_ACTIVITY_: The data should be printed in full, character for character.

_ENTRIES PROVIDED_:
━━━━━━━━

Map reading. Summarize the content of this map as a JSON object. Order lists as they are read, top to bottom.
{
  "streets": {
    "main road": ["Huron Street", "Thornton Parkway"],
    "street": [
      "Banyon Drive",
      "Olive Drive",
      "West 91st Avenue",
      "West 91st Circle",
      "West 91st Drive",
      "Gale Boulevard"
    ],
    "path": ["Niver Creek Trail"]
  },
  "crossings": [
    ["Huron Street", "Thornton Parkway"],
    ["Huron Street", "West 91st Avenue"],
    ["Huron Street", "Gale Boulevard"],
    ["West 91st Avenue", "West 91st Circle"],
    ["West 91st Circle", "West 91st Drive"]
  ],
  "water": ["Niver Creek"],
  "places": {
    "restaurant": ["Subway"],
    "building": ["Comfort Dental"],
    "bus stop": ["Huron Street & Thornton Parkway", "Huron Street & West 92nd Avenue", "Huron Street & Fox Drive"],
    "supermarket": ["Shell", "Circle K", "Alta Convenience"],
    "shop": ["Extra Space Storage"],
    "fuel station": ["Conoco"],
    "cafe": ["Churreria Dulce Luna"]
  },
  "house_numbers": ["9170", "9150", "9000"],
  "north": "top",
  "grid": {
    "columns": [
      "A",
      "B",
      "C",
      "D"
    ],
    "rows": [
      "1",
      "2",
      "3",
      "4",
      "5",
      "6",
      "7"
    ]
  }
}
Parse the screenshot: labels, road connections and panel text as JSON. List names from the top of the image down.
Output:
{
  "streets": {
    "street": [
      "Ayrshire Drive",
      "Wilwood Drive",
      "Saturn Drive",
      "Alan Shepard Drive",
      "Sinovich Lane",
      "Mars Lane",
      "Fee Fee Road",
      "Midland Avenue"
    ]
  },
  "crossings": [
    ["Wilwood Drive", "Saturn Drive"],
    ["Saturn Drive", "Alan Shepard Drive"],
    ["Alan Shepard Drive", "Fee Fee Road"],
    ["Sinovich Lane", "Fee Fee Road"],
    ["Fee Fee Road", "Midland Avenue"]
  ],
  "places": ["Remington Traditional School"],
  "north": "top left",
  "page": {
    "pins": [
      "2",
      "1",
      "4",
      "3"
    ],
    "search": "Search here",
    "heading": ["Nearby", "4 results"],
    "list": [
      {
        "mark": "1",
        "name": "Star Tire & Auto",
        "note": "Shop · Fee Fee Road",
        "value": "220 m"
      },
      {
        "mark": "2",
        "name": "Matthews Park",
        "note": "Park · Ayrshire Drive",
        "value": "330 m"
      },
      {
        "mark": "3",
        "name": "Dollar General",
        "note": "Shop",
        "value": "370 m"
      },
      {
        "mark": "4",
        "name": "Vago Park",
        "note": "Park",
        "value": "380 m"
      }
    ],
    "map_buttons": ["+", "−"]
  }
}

━━━━━━━━

_RESPONSE TO THE EXERCISE_:
Map reading. Summarize the content of this map as a JSON object. Order lists as they are read, top to bottom.
{
  "streets": {
    "main road": ["Huron Street", "Thornton Parkway"],
    "street": [
      "Banyon Drive",
      "Olive Drive",
      "West 91st Avenue",
      "West 91st Circle",
      "West 91st Drive",
      "Gale Boulevard"
    ],
    "path": ["Niver Creek Trail"]
  },
  "crossings": [
    ["Huron Street", "Thornton Parkway"],
    ["Huron Street", "West 91st Avenue"],
    ["Huron Street", "Gale Boulevard"],
    ["West 91st Avenue", "West 91st Circle"],
    ["West 91st Circle", "West 91st Drive"]
  ],
  "water": ["Niver Creek"],
  "places": {
    "restaurant": ["Subway"],
    "building": ["Comfort Dental"],
    "bus stop": ["Huron Street & Thornton Parkway", "Huron Street & West 92nd Avenue", "Huron Street & Fox Drive"],
    "supermarket": ["Shell", "Circle K", "Alta Convenience"],
    "shop": ["Extra Space Storage"],
    "fuel station": ["Conoco"],
    "cafe": ["Churreria Dulce Luna"]
  },
  "house_numbers": ["9170", "9150", "9000"],
  "north": "top",
  "grid": {
    "columns": [
      "A",
      "B",
      "C",
      "D"
    ],
    "rows": [
      "1",
      "2",
      "3",
      "4",
      "5",
      "6",
      "7"
    ]
  }
}
Parse the screenshot: labels, road connections and panel text as JSON. List names from the top of the image down.
Output:
{
  "streets": {
    "street": [
      "Ayrshire Drive",
      "Wilwood Drive",
      "Saturn Drive",
      "Alan Shepard Drive",
      "Sinovich Lane",
      "Mars Lane",
      "Fee Fee Road",
      "Midland Avenue"
    ]
  },
  "crossings": [
    ["Wilwood Drive", "Saturn Drive"],
    ["Saturn Drive", "Alan Shepard Drive"],
    ["Alan Shepard Drive", "Fee Fee Road"],
    ["Sinovich Lane", "Fee Fee Road"],
    ["Fee Fee Road", "Midland Avenue"]
  ],
  "places": ["Remington Traditional School"],
  "north": "top left",
  "page": {
    "pins": [
      "2",
      "1",
      "4",
      "3"
    ],
    "search": "Search here",
    "heading": ["Nearby", "4 results"],
    "list": [
      {
        "mark": "1",
        "name": "Star Tire & Auto",
        "note": "Shop · Fee Fee Road",
        "value": "220 m"
      },
      {
        "mark": "2",
        "name": "Matthews Park",
        "note": "Park · Ayrshire Drive",
        "value": "330 m"
      },
      {
        "mark": "3",
        "name": "Dollar General",
        "note": "Shop",
        "value": "370 m"
      },
      {
        "mark": "4",
        "name": "Vago Park",
        "note": "Park",
        "value": "380 m"
      }
    ],
    "map_buttons": ["+", "−"]
  }
}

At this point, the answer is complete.